Task objective: Through the end of the data below, output every line exactly, beginning with the line that contains "Avenue<br>&amp; Ransom Street</span>".

Data records:
--------------------------------------------------
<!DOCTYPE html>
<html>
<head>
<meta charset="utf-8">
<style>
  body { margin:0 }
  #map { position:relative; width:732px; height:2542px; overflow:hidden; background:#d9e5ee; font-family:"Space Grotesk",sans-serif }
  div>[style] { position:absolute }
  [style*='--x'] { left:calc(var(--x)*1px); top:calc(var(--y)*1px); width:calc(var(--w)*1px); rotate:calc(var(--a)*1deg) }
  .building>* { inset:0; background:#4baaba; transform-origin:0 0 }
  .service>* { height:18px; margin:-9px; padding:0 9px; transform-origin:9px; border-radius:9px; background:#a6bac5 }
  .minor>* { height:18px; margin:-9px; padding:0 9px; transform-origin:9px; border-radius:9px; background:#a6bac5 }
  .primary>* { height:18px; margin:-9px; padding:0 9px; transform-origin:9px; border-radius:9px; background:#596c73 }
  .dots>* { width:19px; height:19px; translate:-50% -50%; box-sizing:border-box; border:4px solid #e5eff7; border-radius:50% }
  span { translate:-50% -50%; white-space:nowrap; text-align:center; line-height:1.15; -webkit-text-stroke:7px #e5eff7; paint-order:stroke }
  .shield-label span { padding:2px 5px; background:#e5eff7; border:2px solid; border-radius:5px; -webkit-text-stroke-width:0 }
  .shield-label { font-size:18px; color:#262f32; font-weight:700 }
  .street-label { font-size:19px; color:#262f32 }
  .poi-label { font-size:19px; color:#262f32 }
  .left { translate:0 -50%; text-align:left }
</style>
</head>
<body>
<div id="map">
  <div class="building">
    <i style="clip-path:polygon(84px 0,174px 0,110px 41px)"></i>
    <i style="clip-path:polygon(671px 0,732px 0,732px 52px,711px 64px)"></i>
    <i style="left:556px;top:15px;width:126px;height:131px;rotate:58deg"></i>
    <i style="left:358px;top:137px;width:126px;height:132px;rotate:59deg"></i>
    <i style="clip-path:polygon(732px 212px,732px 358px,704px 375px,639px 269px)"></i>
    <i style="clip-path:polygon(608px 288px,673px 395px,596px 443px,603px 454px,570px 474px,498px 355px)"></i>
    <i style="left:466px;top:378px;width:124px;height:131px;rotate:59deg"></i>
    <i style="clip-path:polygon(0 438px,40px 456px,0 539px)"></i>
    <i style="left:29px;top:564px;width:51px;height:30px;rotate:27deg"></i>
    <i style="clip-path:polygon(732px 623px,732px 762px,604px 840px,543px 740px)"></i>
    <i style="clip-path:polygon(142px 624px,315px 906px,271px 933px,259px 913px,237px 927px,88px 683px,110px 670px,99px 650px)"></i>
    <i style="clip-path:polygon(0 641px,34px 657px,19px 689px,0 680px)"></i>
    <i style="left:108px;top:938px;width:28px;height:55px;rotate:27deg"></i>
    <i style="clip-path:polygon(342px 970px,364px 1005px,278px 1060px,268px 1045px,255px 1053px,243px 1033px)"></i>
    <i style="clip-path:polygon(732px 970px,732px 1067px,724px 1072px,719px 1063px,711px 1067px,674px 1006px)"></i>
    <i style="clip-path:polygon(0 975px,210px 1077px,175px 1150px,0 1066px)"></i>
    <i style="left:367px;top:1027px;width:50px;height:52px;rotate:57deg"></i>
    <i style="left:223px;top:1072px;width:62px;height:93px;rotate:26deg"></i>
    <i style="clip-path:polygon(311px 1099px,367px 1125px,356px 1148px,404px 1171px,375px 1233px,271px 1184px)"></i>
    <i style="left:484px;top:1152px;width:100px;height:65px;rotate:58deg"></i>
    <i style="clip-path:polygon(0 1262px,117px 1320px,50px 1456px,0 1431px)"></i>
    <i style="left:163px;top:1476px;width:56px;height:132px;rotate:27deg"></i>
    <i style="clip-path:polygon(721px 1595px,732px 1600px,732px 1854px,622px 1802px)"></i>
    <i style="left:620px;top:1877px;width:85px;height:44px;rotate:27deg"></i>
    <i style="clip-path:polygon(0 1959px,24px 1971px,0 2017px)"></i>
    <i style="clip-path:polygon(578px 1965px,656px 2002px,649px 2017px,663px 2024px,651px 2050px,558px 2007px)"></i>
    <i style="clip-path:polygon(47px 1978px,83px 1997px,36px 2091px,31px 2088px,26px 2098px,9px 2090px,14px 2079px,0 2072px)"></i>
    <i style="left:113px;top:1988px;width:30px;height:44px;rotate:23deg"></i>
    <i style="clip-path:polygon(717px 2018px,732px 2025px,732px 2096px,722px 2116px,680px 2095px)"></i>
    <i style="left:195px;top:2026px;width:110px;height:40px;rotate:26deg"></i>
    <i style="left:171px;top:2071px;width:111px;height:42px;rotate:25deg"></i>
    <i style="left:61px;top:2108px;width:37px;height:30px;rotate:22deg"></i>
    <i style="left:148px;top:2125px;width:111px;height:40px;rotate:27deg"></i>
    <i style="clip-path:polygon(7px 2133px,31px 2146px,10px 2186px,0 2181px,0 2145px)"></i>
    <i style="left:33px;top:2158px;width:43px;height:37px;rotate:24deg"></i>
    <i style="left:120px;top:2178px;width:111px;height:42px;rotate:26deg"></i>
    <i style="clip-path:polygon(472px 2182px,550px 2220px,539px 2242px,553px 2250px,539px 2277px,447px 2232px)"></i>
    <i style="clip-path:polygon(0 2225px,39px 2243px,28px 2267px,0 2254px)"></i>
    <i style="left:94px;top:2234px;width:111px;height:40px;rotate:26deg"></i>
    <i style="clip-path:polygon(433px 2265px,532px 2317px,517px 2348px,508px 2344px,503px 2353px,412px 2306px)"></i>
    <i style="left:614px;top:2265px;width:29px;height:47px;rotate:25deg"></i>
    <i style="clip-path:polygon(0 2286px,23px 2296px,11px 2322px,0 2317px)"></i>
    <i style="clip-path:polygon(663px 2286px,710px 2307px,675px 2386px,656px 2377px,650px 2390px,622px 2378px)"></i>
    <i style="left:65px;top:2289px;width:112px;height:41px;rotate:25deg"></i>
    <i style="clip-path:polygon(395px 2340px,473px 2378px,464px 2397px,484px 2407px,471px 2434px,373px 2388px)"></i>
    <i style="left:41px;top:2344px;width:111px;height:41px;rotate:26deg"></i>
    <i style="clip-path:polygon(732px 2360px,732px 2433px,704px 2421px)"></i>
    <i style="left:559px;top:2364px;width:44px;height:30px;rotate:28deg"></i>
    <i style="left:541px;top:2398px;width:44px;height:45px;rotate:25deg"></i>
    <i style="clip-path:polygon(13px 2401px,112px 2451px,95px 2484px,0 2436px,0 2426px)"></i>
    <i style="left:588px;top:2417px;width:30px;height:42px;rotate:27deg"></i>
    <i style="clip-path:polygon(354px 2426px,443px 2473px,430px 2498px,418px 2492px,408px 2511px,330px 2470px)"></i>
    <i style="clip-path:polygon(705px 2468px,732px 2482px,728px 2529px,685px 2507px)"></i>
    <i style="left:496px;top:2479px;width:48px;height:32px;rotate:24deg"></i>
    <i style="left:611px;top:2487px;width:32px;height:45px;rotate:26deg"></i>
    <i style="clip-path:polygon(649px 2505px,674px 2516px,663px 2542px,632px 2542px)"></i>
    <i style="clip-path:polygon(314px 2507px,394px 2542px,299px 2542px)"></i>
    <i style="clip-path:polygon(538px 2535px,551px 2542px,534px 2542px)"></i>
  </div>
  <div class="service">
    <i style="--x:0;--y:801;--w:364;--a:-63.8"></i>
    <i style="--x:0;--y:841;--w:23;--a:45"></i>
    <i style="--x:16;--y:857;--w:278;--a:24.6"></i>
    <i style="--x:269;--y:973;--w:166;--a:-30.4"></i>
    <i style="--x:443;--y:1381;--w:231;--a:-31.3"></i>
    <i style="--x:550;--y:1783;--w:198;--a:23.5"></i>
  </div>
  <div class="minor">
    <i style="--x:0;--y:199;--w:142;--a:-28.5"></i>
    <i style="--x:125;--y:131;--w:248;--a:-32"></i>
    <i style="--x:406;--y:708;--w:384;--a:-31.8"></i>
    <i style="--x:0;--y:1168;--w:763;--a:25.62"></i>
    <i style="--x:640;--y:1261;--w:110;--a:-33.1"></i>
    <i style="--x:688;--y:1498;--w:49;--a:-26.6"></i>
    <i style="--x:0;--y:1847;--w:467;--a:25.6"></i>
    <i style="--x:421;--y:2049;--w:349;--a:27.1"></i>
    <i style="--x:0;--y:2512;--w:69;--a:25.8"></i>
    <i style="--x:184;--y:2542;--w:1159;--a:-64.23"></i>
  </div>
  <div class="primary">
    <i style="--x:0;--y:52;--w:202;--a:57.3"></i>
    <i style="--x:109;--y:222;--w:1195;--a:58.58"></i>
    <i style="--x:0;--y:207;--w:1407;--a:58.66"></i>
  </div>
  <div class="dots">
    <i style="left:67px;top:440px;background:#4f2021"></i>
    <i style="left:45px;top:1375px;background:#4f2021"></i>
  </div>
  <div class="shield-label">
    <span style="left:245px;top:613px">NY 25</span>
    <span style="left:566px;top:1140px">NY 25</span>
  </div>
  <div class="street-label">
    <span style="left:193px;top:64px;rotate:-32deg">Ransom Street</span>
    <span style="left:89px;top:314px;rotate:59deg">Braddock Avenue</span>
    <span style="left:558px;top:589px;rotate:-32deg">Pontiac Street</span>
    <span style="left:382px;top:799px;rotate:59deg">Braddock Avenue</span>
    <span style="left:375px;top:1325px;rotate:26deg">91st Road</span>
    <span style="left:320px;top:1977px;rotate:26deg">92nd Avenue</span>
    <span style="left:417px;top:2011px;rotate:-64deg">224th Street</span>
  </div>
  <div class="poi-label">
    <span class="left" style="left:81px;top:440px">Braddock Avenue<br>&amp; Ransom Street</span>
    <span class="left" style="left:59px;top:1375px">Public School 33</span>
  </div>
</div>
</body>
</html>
--------------------------------------------------
Result of the task:
    <span class="left" style="left:81px;top:440px">Braddock Avenue<br>&amp; Ransom Street</span>
    <span class="left" style="left:59px;top:1375px">Public School 33</span>
  </div>
</div>
</body>
</html>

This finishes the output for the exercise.